Public Interest Statement
This study was carried out for developing a small-scale dryer and also describes the drying characteristics of a versatile crop—potato. This study will be helpful for numerous small-scale industries associated with the drying of agricultural produce.
Competing interests
The authors declare no competing interest.
1. Introduction
Drying is the process of moisture removal due to simultaneous heat and mass transfer under controlled conditions (Gatea, Citation2011; Gurlek, Ozbalta, & Gungor, Citation2009; Radhika, Satyanarayana, Rao, & Raju, Citation2011). It is one of the oldest methods of preservation and widely applied owing to its simplicity, ease of operation and cost-effectiveness. Besides these advantages, drying decreases the bulk of foods by reducing the volume which eases handling and processing operations, in turn reducing packaging, handling and storage and transportation costs (Gatea, Citation2011; Goyalde, Melo, Rocha, Goneli, & Araújo, Citation2009; Gupta, Sehgal, & Arora, Citation2011; Kelbaliev & Manafov, Citation2009; Patel & Kar, Citation2012; Wong & Cheung, Citation2001).
Generally hot air is employed as a source to remove the moisture from foods, however, steam/superheated steam, microwaves and infrared radiations are also used in certain cases depending upon the food being dried, type of end product and overall cost.

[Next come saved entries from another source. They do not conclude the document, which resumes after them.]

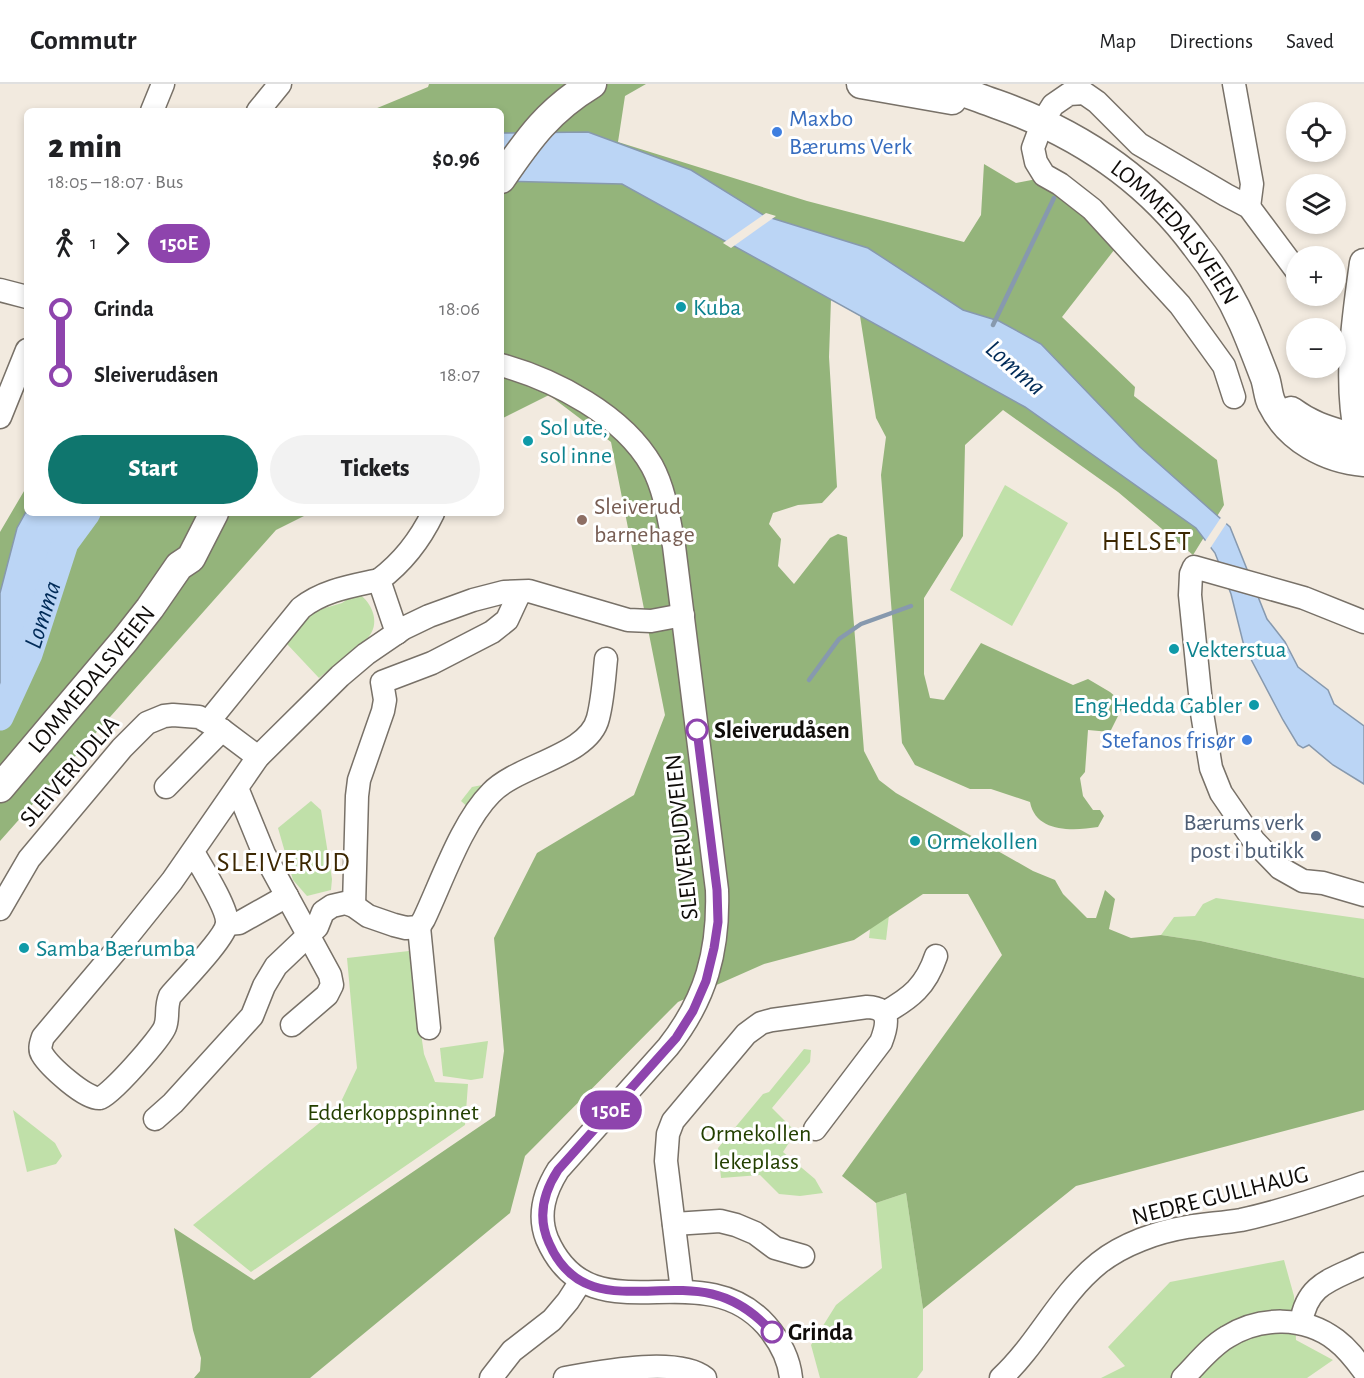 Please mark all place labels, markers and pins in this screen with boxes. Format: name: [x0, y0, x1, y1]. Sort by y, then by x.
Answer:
place label: Maxbo Bærums Verk: [789, 107, 912, 159]
marker: Maxbo Bærums Verk: [770, 125, 784, 139]
place label: Kuba: [693, 296, 741, 320]
marker: Kuba: [674, 300, 688, 314]
place label: Sol ute, sol inne: [540, 416, 612, 468]
marker: Sol ute, sol inne: [521, 434, 535, 448]
place label: Sleiverud barnehage: [594, 495, 695, 547]
marker: Sleiverud barnehage: [575, 513, 589, 527]
place label: Vekterstua: [1186, 638, 1287, 662]
marker: Vekterstua: [1167, 642, 1181, 656]
place label: Eng Hedda Gabler: [1073, 694, 1242, 718]
marker: Eng Hedda Gabler: [1247, 698, 1261, 712]
marker: Sleiverudåsen: [686, 719, 708, 741]
place label: Sleiverudåsen: [714, 719, 850, 743]
place label: Stefanos frisør: [1101, 729, 1235, 753]
marker: Stefanos frisør: [1240, 733, 1254, 747]
place label: Bærums verk post i butikk: [1183, 811, 1304, 863]
marker: Bærums verk post i butikk: [1309, 829, 1323, 843]
place label: Ormekollen: [927, 830, 1038, 854]
marker: Ormekollen: [908, 834, 922, 848]
place label: Samba Bærumba: [36, 937, 196, 961]
marker: Samba Bærumba: [17, 941, 31, 955]
marker: Grinda: [761, 1321, 783, 1343]
place label: Grinda: [788, 1321, 853, 1345] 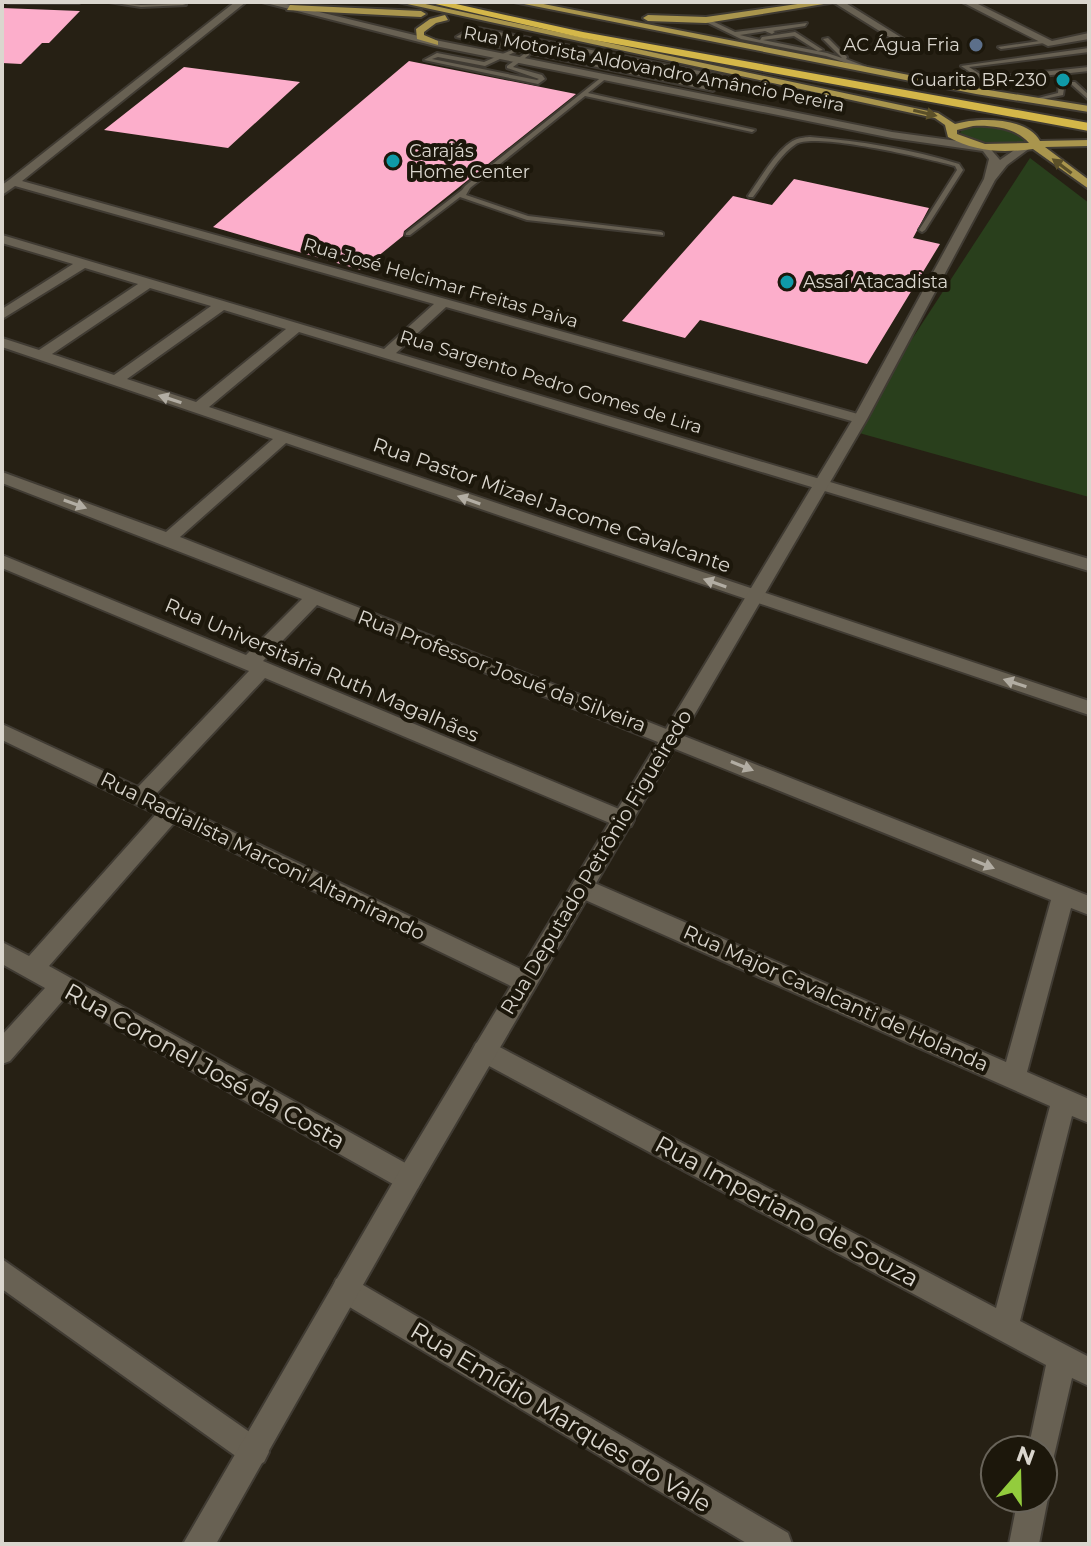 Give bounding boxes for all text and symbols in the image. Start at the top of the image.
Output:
street label: Rua Motorista Aldovandro Amâncio Pereira [462,21,846,117]
place label: AC Água Fria [843,34,960,56]
marker: AC Água Fria [967,36,985,54]
place label: Guarita BR-230 [911,69,1047,91]
marker: Guarita BR-230 [1054,71,1072,89]
one-way arrow [913,107,938,119]
place label: Carajás Home Center [409,140,530,183]
marker: Carajás Home Center [384,152,402,170]
one-way arrow [1052,158,1072,174]
street label: Rua José Helcimar Freitas Paiva [301,233,581,333]
place label: Assaí Atacadista [803,271,948,293]
marker: Assaí Atacadista [778,273,796,291]
street label: Rua Sargento Pedro Gomes de Lira [397,325,705,439]
one-way arrow [157,392,181,404]
street label: Rua Pastor Mizael Jacome Cavalcante [370,432,734,578]
one-way arrow [457,493,481,505]
one-way arrow [63,498,87,511]
one-way arrow [703,577,727,589]
street label: Rua Universitária Ruth Magalhães [161,593,483,747]
street label: Rua Professor Josué da Silveira [354,605,650,737]
one-way arrow [1003,677,1027,689]
street label: Rua Deputado Petrônio Figueiredo [495,705,697,1019]
one-way arrow [730,760,754,773]
street label: Rua Radialista Marconi Altamirando [97,767,429,945]
one-way arrow [971,858,995,871]
street label: Rua Major Cavalcanti de Holanda [680,920,992,1076]
street label: Rua Coronel José da Costa [60,977,350,1155]
street label: Rua Imperiano de Souza [650,1129,924,1293]
street label: Rua Emídio Marques do Vale [405,1316,717,1518]
north arrow [979,1434,1059,1514]
text: N [1013,1440,1039,1471] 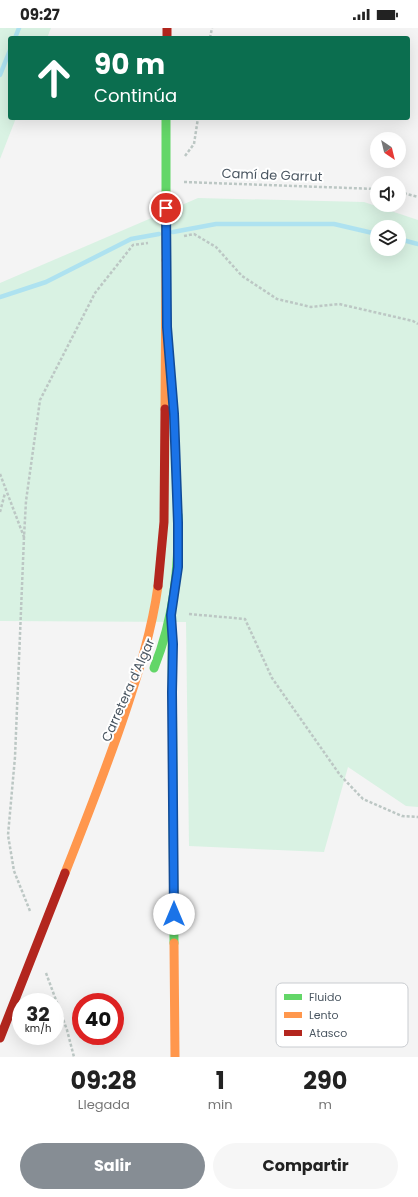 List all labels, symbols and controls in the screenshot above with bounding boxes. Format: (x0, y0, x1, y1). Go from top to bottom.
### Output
text: 09:27 (20, 4, 60, 25)
text: 90 m (94, 45, 165, 84)
icon: ahead (28, 52, 80, 104)
text: Continúa (94, 83, 177, 108)
north arrow (370, 132, 406, 168)
map controls (370, 132, 406, 256)
street label: Camí de Garrut (221, 164, 323, 186)
button: sound (370, 176, 406, 212)
pin (149, 191, 183, 225)
icon: arrive (155, 197, 177, 219)
button: layers (370, 220, 406, 256)
street label: Carretera d'Algar (97, 635, 159, 745)
position arrow (153, 893, 195, 935)
legend (276, 983, 408, 1047)
text: Fluido (309, 989, 341, 1005)
speed limit sign: 40 (72, 993, 124, 1045)
text: 32 (26, 1000, 50, 1028)
text: Lento (309, 1007, 339, 1023)
text: km/h (25, 1021, 51, 1036)
text: Atasco (309, 1025, 347, 1041)
text: 09:28 (71, 1064, 137, 1097)
text: 1 (216, 1064, 225, 1097)
text: 290 (303, 1064, 347, 1097)
text: Llegada (78, 1095, 130, 1114)
text: min (208, 1095, 233, 1114)
text: m (319, 1095, 332, 1114)
button: Salir (20, 1143, 205, 1189)
button: Compartir (213, 1143, 398, 1189) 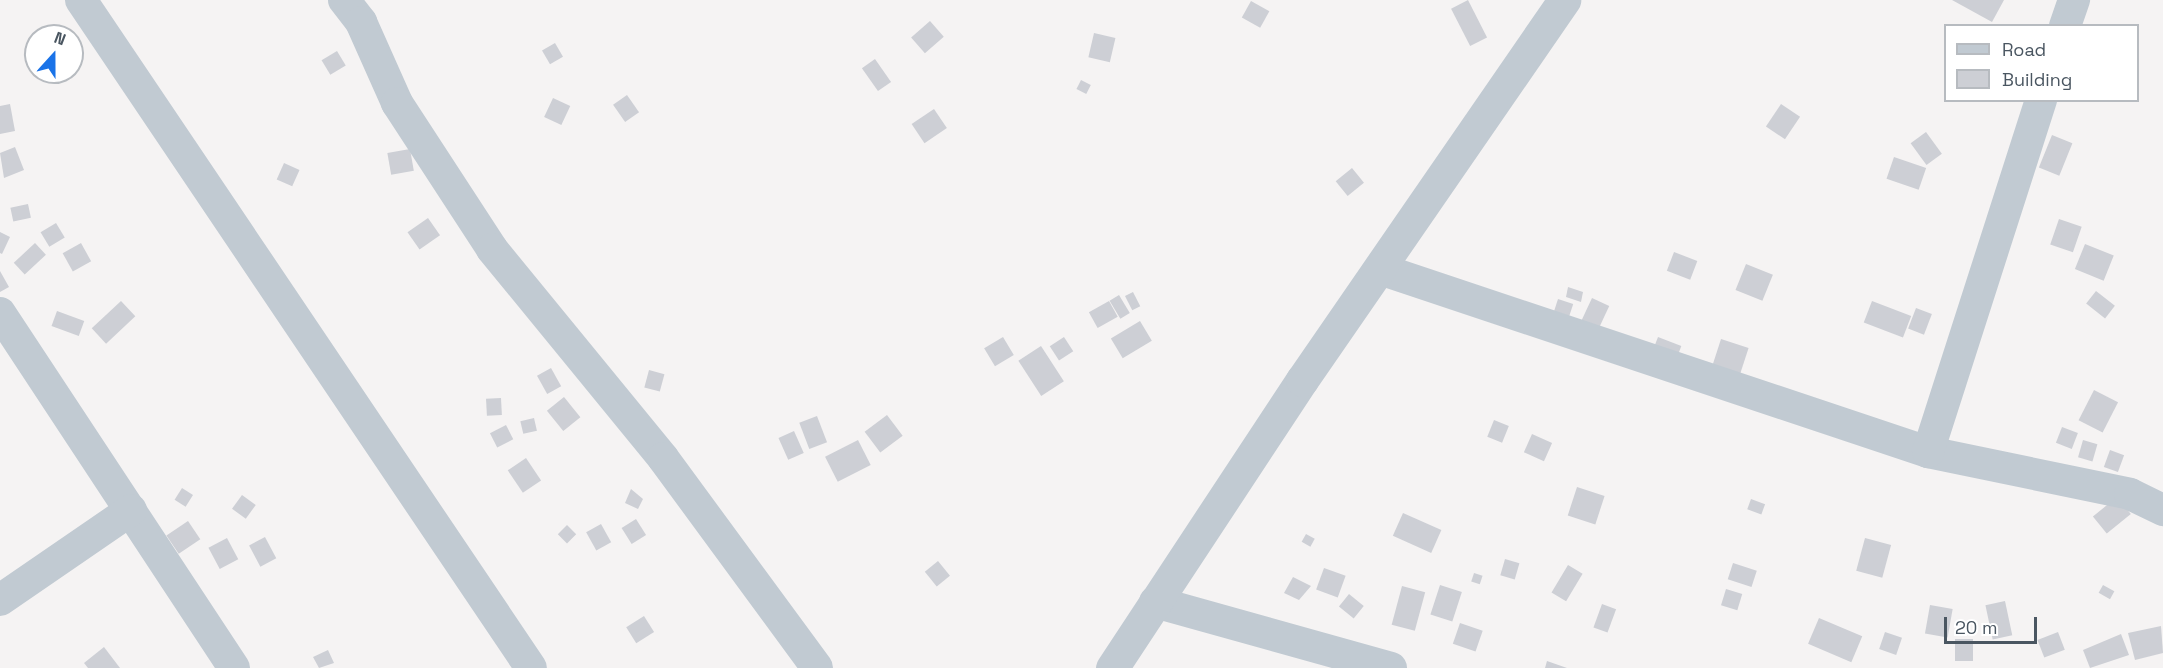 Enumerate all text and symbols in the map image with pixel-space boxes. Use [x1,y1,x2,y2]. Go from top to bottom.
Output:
north arrow [24,24,84,84]
legend [1944,24,2139,102]
text: N [51,27,69,50]
text: Road [2002,38,2046,61]
text: Building [2002,68,2072,91]
scale bar [1947,605,2040,643]
text: 20 m [1955,616,1998,639] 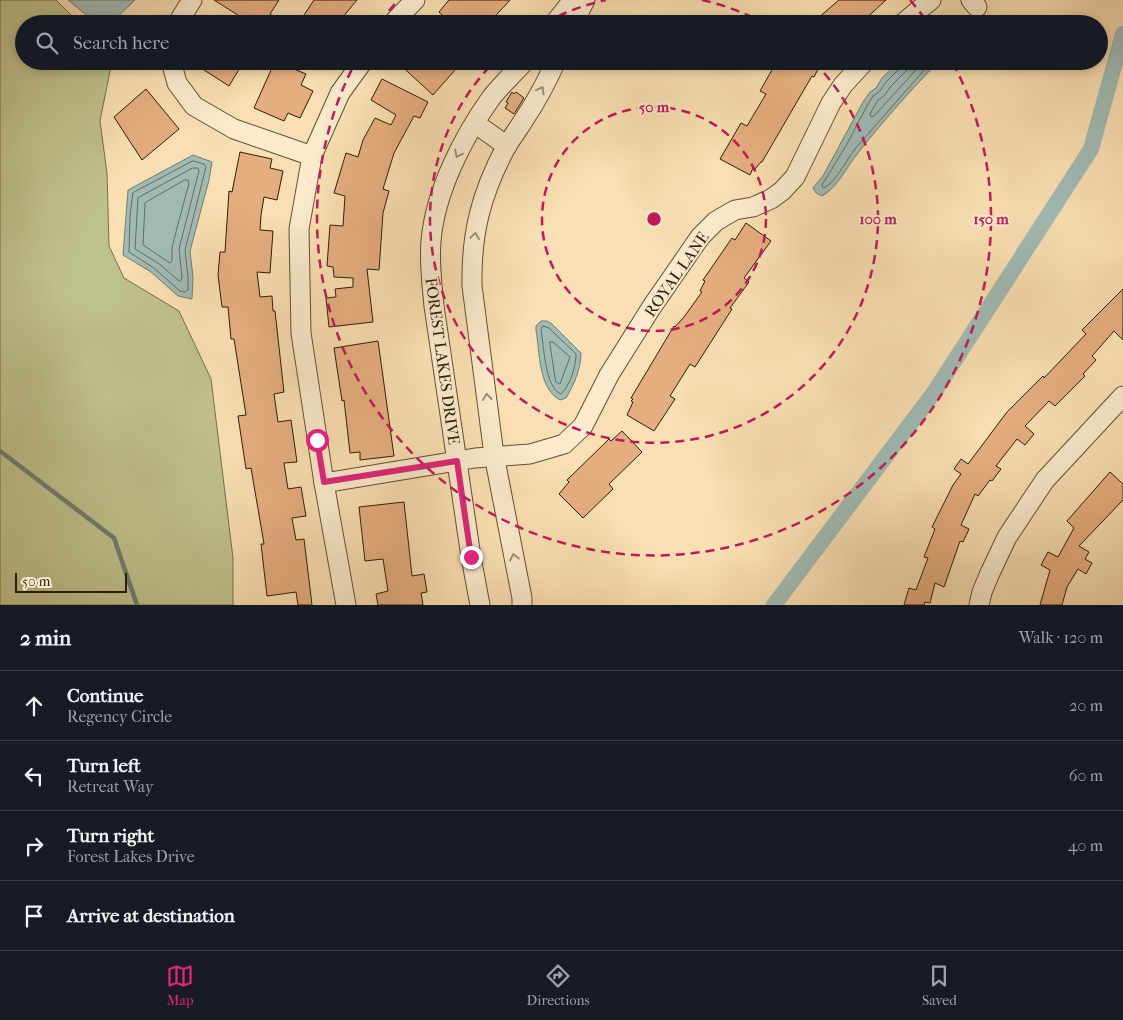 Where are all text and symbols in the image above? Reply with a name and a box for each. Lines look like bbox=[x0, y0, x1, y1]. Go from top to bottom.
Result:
search box bbox=[15, 15, 1108, 70]
icon: search bbox=[33, 29, 61, 57]
text: Search here bbox=[73, 32, 169, 54]
one-way arrow bbox=[535, 86, 545, 95]
text: 50 m bbox=[639, 98, 670, 116]
one-way arrow bbox=[454, 149, 464, 158]
centre of rings bbox=[645, 210, 663, 228]
text: 100 m bbox=[859, 210, 897, 228]
text: 150 m bbox=[973, 210, 1009, 228]
street label: ROYAL LANE bbox=[640, 228, 713, 320]
one-way arrow bbox=[469, 231, 479, 240]
street label: FOREST LAKES DRIVE bbox=[421, 276, 464, 446]
one-way arrow bbox=[482, 393, 493, 401]
route start bbox=[306, 429, 329, 452]
route end bbox=[460, 546, 483, 569]
one-way arrow bbox=[510, 553, 520, 561]
scale bar bbox=[15, 570, 128, 593]
text: 50 m bbox=[22, 573, 50, 590]
text: 2 min bbox=[20, 626, 71, 650]
text: Walk · 120 m bbox=[1019, 628, 1103, 647]
text: Continue bbox=[67, 685, 143, 707]
icon: ahead bbox=[20, 692, 48, 720]
text: 20 m bbox=[1069, 696, 1103, 715]
text: Regency Circle bbox=[67, 707, 172, 726]
text: Turn left bbox=[67, 755, 141, 777]
icon: left bbox=[20, 762, 48, 790]
text: 60 m bbox=[1069, 766, 1103, 785]
text: Retreat Way bbox=[67, 777, 153, 796]
text: Turn right bbox=[67, 825, 154, 847]
icon: right bbox=[20, 832, 48, 860]
text: 40 m bbox=[1068, 836, 1103, 855]
text: Forest Lakes Drive bbox=[67, 847, 195, 866]
icon: arrive bbox=[20, 902, 48, 930]
text: Arrive at destination bbox=[67, 905, 235, 927]
tab: Map bbox=[166, 962, 194, 1009]
tab: Directions bbox=[527, 962, 590, 1009]
tab: Saved bbox=[922, 962, 957, 1009]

Bondaruk, Markowski, and Błaszczak (Citation2007) and Zaki, Muhamad, and Salleh (Citation2007) reported that hot air drying often degrades the product quality, results in low energy efficiency and lengthy drying time during the falling rate period.
Potato (Solanum tuberosum) is an important crop of the Solanaceae family. Potatoes are used as such or as ingredients in various foods, for starch extractions and other industrial purposes. The demand and use of such crops has increased since recent past due to changing food habits. More than half of the potatoes grown in developed countries are used as processed products (Bakal, Gedam, & Sharma, Citation2010; Olawale & Omole, Citation2012). They are cooked, dried, fried, smoked or used as snacks and other products. Recent years have witnessed the expansion of markets for processed potato products. However, shorter shelf life as a result of deterioration with changes in temperature, humidity and microbial growth makes potatoes unacceptable to consumers. Drying provides an alternative to increase the shelf life of potatoes.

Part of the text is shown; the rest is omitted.